夕飯を済ませてからは3人でテレビを観たりしてゆったりと過ごす。
久しぶりにメディアに触れた。ここ最近本当に“テレビ”は、俺の中で存在していなかった。
新鮮だが、やっぱりバラエティーとかドラマとか、メディアは一定だ。普段みんな、これを観るんだよなと思うと、なんだか、宙に浮くような気分。あまりにも俺の現実と掛け離れていて。

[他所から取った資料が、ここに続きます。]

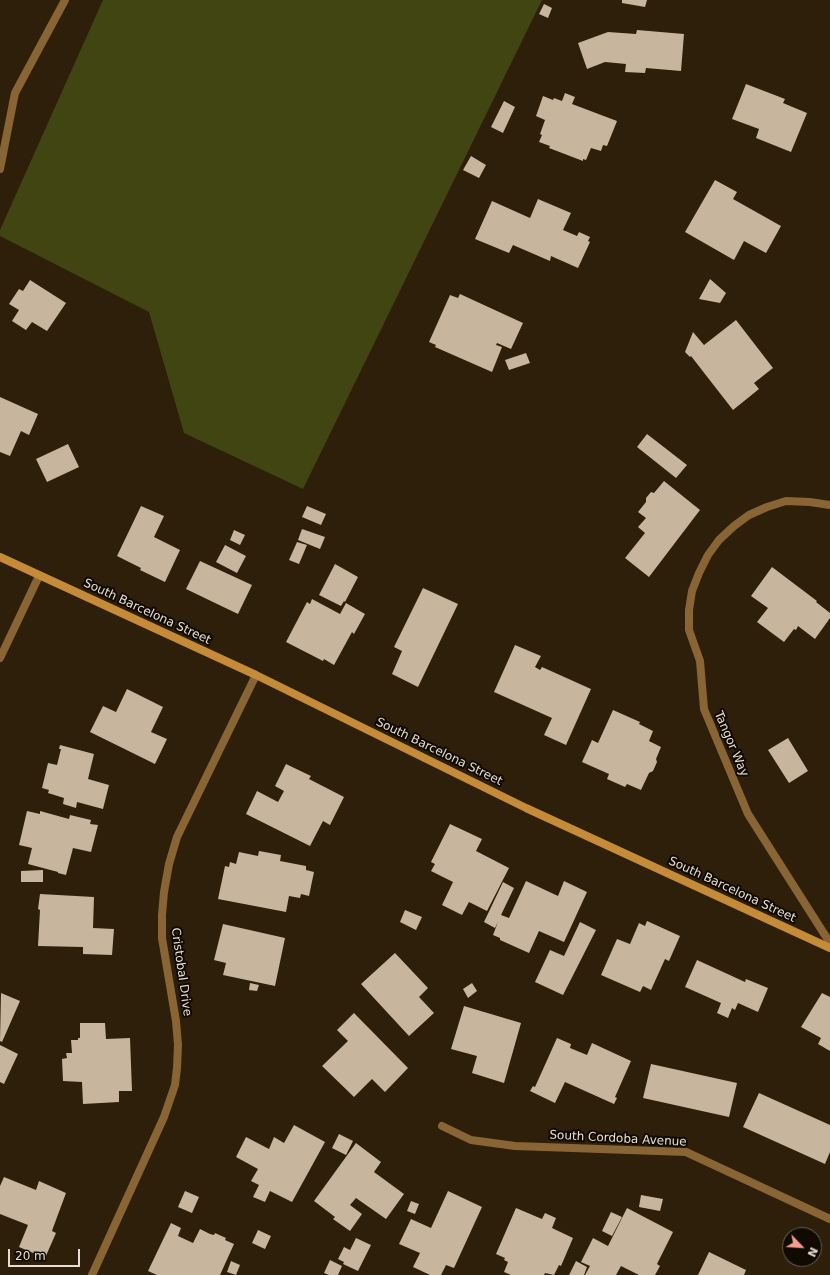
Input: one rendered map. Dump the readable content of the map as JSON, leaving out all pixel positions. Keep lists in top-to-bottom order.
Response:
{
  "streets": {
    "main road": ["South Barcelona Street"],
    "street": ["Tangor Way", "Cristobal Drive", "South Cordoba Avenue"]
  },
  "crossings": [
    ["South Barcelona Street", "Cristobal Drive"]
  ],
  "scale_bar": "20 m",
  "north": "bottom right"
}
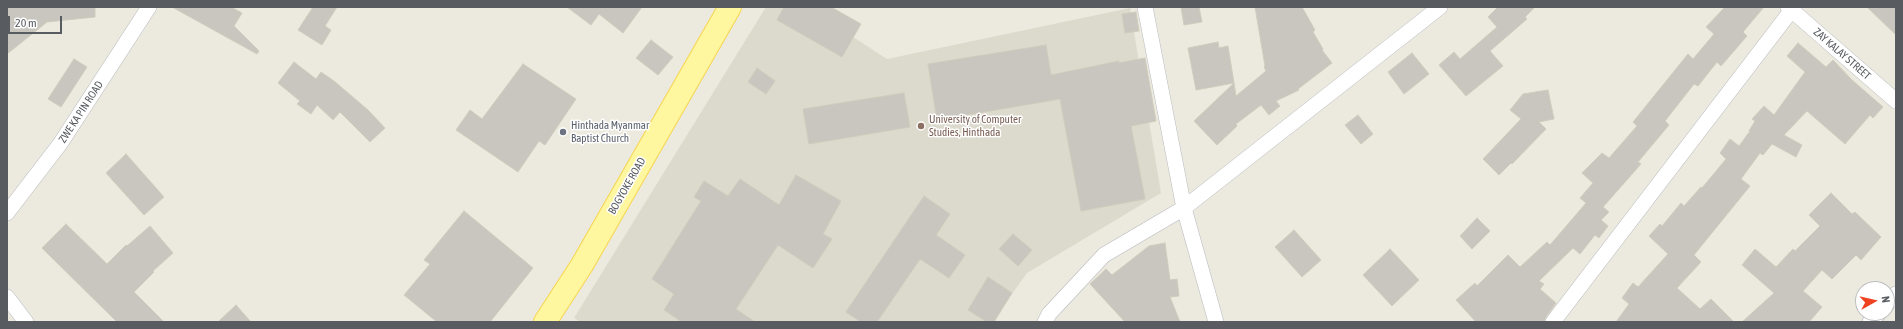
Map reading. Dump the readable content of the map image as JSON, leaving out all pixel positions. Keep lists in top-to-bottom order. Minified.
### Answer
{"streets":{"main road":["BOGYOKE ROAD"],"street":["ZAY KALAY STREET","ZWE KA PIN ROAD"]},"places":["University of Computer Studies, Hinthada","Hinthada Myanmar Baptist Church"],"scale_bar":"20 m","north":"right"}
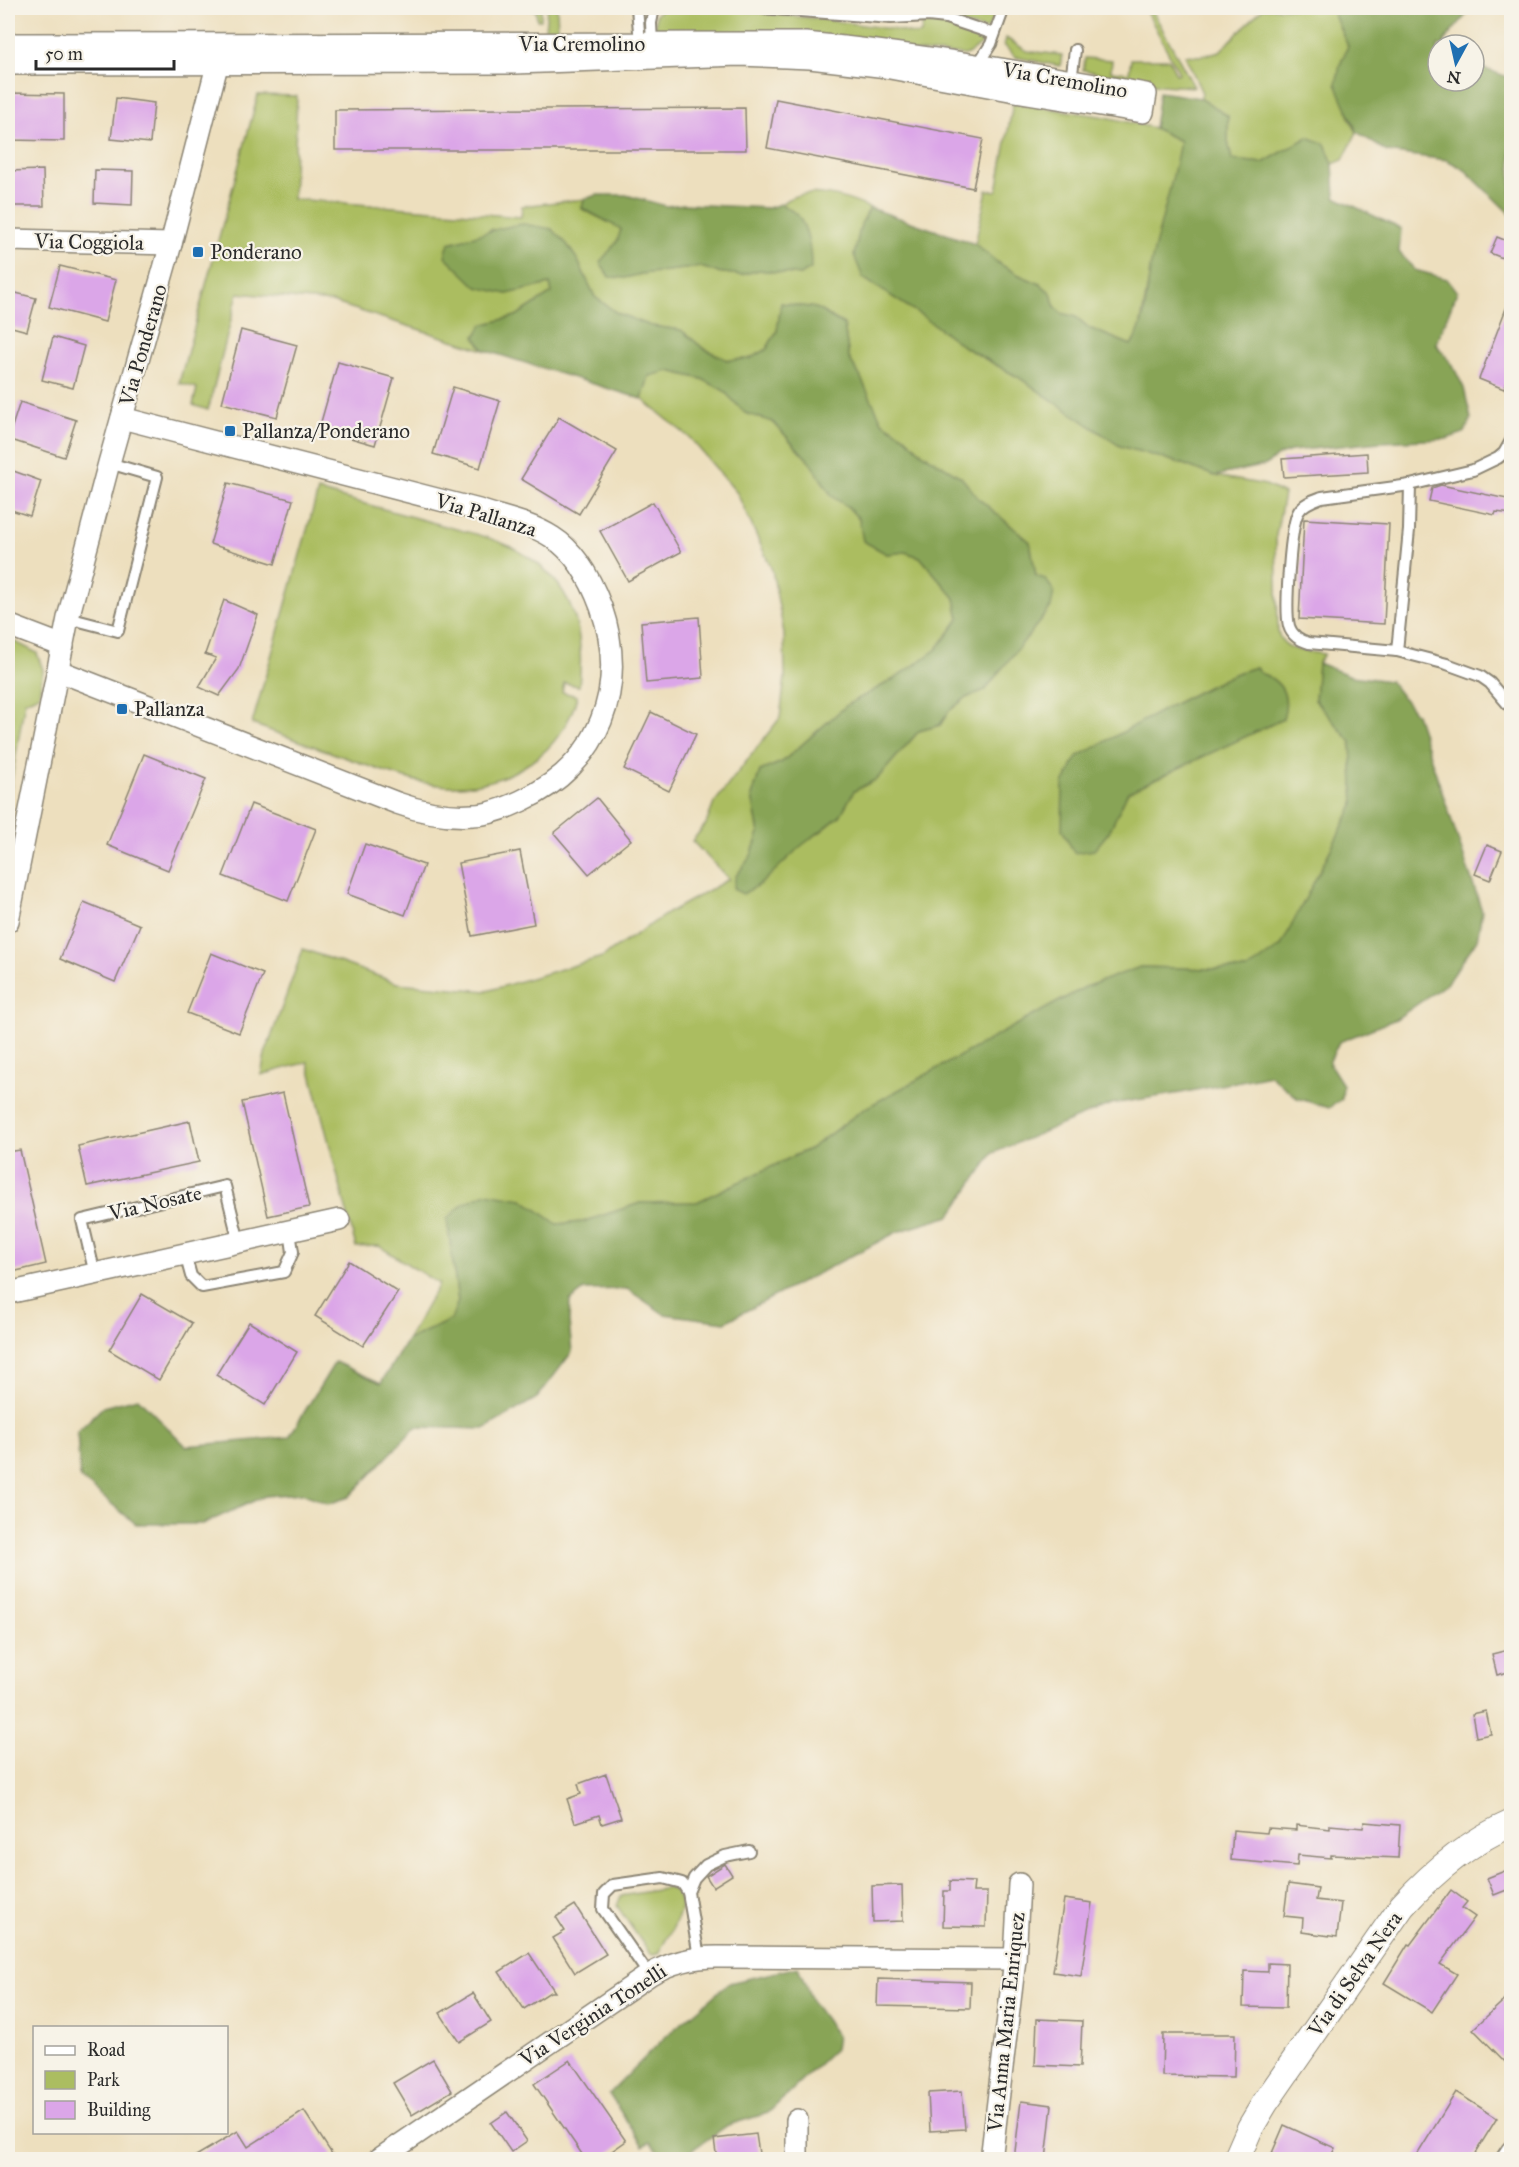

しかしたまに環が「ふふ」と笑うのを見て、ああそうかと感じた。
「さぁて、俺風呂入って寝ますね」
時刻は、夜のニュース番組がやるころ。
伊緒がやけに俺と環を凝視して言った。気付けば俺は自然と、環の肩を抱き寄せるようにしていたことに気が付いた。
あぁぁ…。
これ、樹実のクセだ。こんな時に出ちまうなんて。
「なんか…。
流星さんのリラックススタイルが俺、漸くわかりました」
「は、はぁ」
然り気無く環の肩から腕を抜く。
それを見て伊緒はにやにやして、「では」と言い風呂場へ向かう。
「ごゆるりと」
なんかそれ。
このエロガキ。なんだよそれいま俺のメンタルにあかんやつやん。どこで覚えやがった、政宗か?潤は…ねぇな。多分あいつバカだから言葉を知らない。
「流星さん」
「ん、ん?」
環がそんな俺の葛藤を知らずににこっと笑った。
「流星さん、あったかい」
「ほっ、」
だーめー!
なんかそれ今俺だーめー!
「あ、ありがと、あの、汗臭くないですか俺は」
「…?だいじょぶです」
「あよかった、よかった、」
なんなの俺。
マジでなんで今日こんな色々意識をしているの。俺ってこんな幼稚だったの?
しかしやはり葛藤知らず。
環はこてっと寄り掛かってきた。
ヤバイよそれは。
心臓が…。
しかし意外とあれ?
少しの甘い臭いとか、とにかくなんだか、“人”を感じて。
「…」
また肩を抱いてみる。
あぁ、急速に落ち着いていく。
「…不思議だね」
「はい?」
「なんだろ、落ち着く」
「…そうですか」
顔をあげてにやりと笑う。
「私も」
あぁ、そうなの。
なんだかそれ。
「よかった」
ほっとした。
もう、まぁいいや。
俺多分、いまわりと、こう…。
幸せ?な気がしてきた。
しばらくなんか、
ニュースとか垂れ流しながら、だけどあんまり内容とかわからないまま。
なんとなく二人でずっとそのまま過ごした。
伊緒が風呂上がりに一声掛けてきて、「おやすみなさい」。
先に環を促して、俺は一人、やっぱりぼーっとしながら、思いを巡らせながらメディアに目を滑らせていた。大学のニュースも、あったけど。
なんだ。俺、珍しく。
この感覚、多分忘れていた。けど、昔より凄く新しい。新鮮だ。
俺普通に。
普通に?そう、多分。
だけどまだ、ごめん環。
俺はそれに気付かないことにしたい。だって、いまそれに気付いたら、背徳感もあるし。君の過去を考えれば、それは道徳に反する。
ま、それも自意識過剰か。俺だけだよ、この気持ち。
封印してみた。
俺って結局、こんな仕組みで出来てるな。どうして自我を守るとこうなるんだろう。
でも、事実。
俺今無くさないようにとしか考えられない気がしちゃって。いつか壊れる。この恐怖は、昔からどこかで何かに使ってきてるのに、やっぱ感情の対処とか、まだ俺は上手くないな。大人なのに。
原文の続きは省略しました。